Crate linfa_preprocessing

Expand description

Preprocessing

The Big Picture

linfa-preprocessing is a crate in the linfa ecosystem, an effort to create a toolkit for classical Machine Learning implemented in pure Rust, akin to Python’s scikit-learn.

Current state

linfa-preprocessing provides a pure Rust implementation of:

Standard scaling
Min-max scaling
Max Abs Scaling
Normalization (l1, l2 and max norm)
Count vectorization
Term frequency - inverse document frequency count vectorization
Whitening

Re-exports

pub use error::PreprocessingError;

pub use error::Result;

Modules

error

Error definitions for preprocessing

linear_scaling

Linear Scaling methods

norm_scaling

Sample normalization methods

tf_idf_vectorization

Term frequency - inverse document frequency vectorization methods

whitening

Methods for uncorrelating data

Structs

CountVectorizer

Counts the occurrences of each vocabulary entry, learned during fitting, in a sequence of documents.
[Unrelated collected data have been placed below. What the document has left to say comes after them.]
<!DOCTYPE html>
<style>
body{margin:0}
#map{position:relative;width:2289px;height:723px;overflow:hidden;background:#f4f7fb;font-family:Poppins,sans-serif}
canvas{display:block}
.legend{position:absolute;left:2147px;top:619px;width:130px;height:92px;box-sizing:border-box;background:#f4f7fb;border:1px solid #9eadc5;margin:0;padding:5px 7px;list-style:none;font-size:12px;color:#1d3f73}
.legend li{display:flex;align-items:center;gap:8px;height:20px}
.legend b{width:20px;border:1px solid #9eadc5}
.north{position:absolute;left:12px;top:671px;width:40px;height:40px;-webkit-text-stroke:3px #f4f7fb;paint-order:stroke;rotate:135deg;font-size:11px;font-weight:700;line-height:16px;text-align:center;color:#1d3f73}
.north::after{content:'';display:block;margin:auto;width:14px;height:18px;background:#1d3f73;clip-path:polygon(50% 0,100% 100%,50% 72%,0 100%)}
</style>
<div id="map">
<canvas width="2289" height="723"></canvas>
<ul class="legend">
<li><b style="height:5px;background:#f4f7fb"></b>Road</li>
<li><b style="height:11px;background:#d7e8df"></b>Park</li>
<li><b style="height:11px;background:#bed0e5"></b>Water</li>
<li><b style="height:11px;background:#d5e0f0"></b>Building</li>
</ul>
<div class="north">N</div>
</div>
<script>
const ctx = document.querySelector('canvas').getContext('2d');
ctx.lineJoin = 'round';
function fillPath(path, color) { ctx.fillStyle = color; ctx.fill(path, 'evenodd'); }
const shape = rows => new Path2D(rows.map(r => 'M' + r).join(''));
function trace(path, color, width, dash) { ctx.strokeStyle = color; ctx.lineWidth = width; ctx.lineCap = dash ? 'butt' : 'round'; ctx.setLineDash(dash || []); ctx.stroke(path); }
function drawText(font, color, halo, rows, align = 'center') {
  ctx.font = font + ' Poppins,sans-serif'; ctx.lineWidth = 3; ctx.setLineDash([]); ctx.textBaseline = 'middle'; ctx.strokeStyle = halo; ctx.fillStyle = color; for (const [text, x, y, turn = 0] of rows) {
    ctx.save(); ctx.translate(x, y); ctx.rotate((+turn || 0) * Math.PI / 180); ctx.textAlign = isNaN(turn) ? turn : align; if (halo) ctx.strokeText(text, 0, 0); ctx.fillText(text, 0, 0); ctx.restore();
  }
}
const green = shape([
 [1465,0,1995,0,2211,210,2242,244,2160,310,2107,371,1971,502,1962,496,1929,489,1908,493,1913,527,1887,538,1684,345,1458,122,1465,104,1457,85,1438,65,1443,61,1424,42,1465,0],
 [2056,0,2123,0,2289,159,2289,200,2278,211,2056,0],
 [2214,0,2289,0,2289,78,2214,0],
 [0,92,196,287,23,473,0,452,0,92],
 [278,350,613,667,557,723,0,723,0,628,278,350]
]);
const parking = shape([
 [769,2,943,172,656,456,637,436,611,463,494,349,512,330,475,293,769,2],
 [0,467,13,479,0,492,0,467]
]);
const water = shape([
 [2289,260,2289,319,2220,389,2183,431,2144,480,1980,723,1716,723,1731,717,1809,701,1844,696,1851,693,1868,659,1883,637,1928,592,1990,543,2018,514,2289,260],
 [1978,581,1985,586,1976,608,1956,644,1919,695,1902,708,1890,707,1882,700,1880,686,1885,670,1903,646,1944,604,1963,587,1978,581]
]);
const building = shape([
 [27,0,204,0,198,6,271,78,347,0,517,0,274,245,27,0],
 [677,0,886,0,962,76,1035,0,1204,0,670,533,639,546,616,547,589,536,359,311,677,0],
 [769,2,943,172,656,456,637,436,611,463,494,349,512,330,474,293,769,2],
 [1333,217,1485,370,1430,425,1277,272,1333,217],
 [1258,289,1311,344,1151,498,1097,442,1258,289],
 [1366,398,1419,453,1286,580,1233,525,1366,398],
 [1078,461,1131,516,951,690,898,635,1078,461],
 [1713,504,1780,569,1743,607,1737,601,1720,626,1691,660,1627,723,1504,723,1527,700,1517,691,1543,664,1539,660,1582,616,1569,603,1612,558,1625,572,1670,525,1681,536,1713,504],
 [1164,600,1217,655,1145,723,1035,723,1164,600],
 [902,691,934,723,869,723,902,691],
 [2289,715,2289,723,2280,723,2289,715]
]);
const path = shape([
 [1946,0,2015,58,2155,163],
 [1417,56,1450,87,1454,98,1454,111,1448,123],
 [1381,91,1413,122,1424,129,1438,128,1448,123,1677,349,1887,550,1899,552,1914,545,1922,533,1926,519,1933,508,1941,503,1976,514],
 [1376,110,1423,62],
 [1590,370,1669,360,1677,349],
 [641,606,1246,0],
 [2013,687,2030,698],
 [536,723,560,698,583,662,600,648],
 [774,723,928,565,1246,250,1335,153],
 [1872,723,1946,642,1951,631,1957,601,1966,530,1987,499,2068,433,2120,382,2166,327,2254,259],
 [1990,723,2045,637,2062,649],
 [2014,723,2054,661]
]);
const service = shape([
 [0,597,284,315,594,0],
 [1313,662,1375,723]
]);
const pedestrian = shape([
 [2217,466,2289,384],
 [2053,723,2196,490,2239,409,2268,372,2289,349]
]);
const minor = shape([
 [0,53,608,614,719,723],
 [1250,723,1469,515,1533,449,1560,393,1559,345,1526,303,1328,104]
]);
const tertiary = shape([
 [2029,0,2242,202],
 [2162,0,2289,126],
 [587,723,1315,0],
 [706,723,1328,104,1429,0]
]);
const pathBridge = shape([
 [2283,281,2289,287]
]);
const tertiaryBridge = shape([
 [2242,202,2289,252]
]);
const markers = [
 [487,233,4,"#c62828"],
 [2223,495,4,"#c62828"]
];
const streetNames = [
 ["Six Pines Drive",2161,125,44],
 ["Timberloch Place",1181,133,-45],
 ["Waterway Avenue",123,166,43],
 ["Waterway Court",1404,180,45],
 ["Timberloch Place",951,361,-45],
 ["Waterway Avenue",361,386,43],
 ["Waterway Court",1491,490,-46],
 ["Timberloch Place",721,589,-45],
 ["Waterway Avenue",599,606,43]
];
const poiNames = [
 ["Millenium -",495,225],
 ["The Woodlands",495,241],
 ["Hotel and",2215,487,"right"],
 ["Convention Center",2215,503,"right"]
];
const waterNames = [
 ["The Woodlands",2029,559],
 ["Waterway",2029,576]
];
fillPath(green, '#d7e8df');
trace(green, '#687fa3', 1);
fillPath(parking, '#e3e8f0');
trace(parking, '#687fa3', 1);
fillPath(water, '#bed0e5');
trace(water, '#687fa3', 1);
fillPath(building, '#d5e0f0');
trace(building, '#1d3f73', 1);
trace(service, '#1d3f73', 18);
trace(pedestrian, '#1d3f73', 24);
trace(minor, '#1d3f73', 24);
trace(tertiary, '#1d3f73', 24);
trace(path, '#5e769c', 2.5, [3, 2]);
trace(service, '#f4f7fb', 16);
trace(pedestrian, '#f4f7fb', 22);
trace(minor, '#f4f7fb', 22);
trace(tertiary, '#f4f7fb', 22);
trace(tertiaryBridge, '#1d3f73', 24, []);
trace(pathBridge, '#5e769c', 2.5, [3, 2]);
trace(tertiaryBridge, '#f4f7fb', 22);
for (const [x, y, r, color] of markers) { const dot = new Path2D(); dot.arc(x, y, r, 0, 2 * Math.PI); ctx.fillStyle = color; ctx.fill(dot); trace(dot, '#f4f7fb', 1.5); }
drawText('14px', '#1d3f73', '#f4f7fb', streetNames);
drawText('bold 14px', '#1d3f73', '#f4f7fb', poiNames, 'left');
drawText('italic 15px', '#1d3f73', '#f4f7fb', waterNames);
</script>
Each vocabulary entry is mapped to an integer value that is used to index the count in the result.

CountVectorizerParams

CountVectorizerValidParams

Count vectorizer: learns a vocabulary from a sequence of documents (or file paths) and maps each vocabulary entry to an integer value, producing a FittedCountVectorizer that can be used to count the occurrences of each vocabulary entry in any sequence of documents. Alternatively a user-specified vocabulary can be used for fitting.